Akhirnya oh akhirnya saya bisa juga baca buku
terbarunya Dewi Lestari alias Dee, Madre. Agak telat juga karena buku ini telat
masuk ke toko-toko buku di Kupang. Untungnya ada kakak saya Romo Sipri yang
kebetulan ke Bali, makanya bisa dimintai tolong beli Madre di sana.
Saya adalah salah satu dari banyak orang (yg
saya yakini) sangat menggemari setiap karya Dee semenjak kemunculan pertamanya
lewat Supernova: Ksatria, Putri dan Bintang Jatuh, Supernova: Akar dan
Supernova: Petir, lantas ada Filosofi Kopi, Rectroverso, Perahu kertas dan buku ketujuh, Madre, yang merupakan
kumpulan cerpen dan prosa pendek (selain Filosofi Kopi dan Rectoverso).
Semuanya bagus, menunjukan identitas seorang Dee yang penuh pesona, selalu hadir
dengan tema yang unik dan kompleks. Narasinya cerdas dan segar pula. Dari
kesemuanya jujur saya paling jatuh cinta dengan Filosofi Kopi, kumpulan cerita
yang hangat dan manis, cieeh...tapi benar lho, saya sampai berkali-kali baca
Filkop karena ketangkasan Dee bercerita juga isinya yang bernas. Seperti
secangkir kopi: mungil, pahit, manis, harum, bikin mata melek dan terus larut
dalam proses refleksi dari setiap cerita yang bermakna. Itu menurut saya.
Dan kini lewat Madre, yang langsung mengingatkan
saya akan Filkop, pengemasannya mirip, lagi-lagi cerdas dan bernas dalam
bercerita. Madre tak hanya mau bercerita tentang usaha sejumlah tokoh untuk
menghidupkan lagi sebuah usaha pembuatan roti yang sempat mati suri berkat
masih tersimpannya warisan adonan biang roti selama puluhan tahun, tapi Dee
juga menampilkan dengan baik karakter dari setiap tokoh yang merepresentasikan
sejumlah perbedaan baik suku, agama, budaya,
gaya hidup, kelas sosial, dsb seperti juga keragaman yg ada di Filkop
atau misalanya di Supernova. Dee mau menunjukan bahwa dengan berbeda bukan
berarti menjadi masalah tapi malah bisa menjadi keuntungan tersendiri karena
semua orang mau berjuang bersama demi kesejahteraan.

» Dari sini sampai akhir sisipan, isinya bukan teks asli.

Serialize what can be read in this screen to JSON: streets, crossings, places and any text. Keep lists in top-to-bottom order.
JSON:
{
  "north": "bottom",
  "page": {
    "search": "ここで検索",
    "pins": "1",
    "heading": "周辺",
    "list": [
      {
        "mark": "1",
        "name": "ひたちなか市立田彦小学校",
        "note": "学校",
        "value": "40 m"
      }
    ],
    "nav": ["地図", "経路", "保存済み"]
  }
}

Suatu harmoni yang diciptakan dengan sangat
baik dan mulia misinya, misalnya tentang pendiri Tan De Bakker, Tan Sin Gie,
yang keturunan Cina menikah dengan wanita keturunan India, lantas anaknya
menikah dengan orang Manado dan punya cucu, Tansen, yang jatuh cinta dengan
gadis keturunan Cina pula. Disisi lain pemilik Tan De Bakker pun mempekerjakan
lima karyawan paling setia yg juga merepresentasikan mereka datang dari latar
belakang berbeda (jika dilihat dari namanya) ada bu Cory, pak Hadi, bu Dedeh, bu
Sum dan Pak Joko. Meski tidak eksplisit digambarkan, namun saya duga dari
namanya saja bahwa paling gak ada orang Jawa dan Sunda disitu, dan bu Cory
mungkin Kristen. Atau pak Tan tua kayaknya beraliran Kong Hu Cu dengan istrinya
yang dari Lahore itu pasti Hindu. Maka secara keseluruhan Madre adalah
Indonesia itu sendiri. Beragama warna.
Seperti kata Sitok Srengenge, menghargai
keragaman dan menghormati perbedaan adalah keniscayaan yang berakar kuat dalam
ranah sejarah, bisa menjadi modal amat berharga bagi upaya perwujudan hidup
yang kaya dan indah.
Sangat pas untuk menggetarkan kembali, saya
rasa, semangat kebersamaan dalama keberagamaman Bangsa Indonesia. Bagaimana
meski berbeda suku, agama, juga rentang usia namun jika dikerjakan bersama dan
kreativitas penuh maka hasilnya toh akan baik. Misalnya, akhirnya Tan De Bakker
yang sempat mati suri dibangun kembali oleh Tansen sang generasi penerus
bersama Mei, kekasihnya, dengan manajemen baru tapi tak menghilangkan sama
sekali citarasa klasik dari roti-roti yang dicipkatan pak Tan tua. Bagaimana
kelima karyawan Tan de Bakker meski sudah sepuh tapi masih diminta untuk
membantu. Sungguh sebuah kreativitas dan kerjasama lintas generasi yang baik
demi kembali kokoh usaha tersebut.
Madre terdiri dari 13 karya cerpen dan prosa
pendek selama kurun waktu lima tahun terakhir. Temanya beragam, mulai dari
perjuangan menghidupkan kembali toko roti kuno, dilema antara cinta dan
persahabatan (cerpen Menunggu Layang-layang dan Guruji), dialog antara ibu dan
janin (Rimba Amniotik), reinkarnasi (Tanyaku Pad Bambu) hingga tema kemerdekaan
sejati (prosa pendek Percakapan Di Sebuah Jembatan).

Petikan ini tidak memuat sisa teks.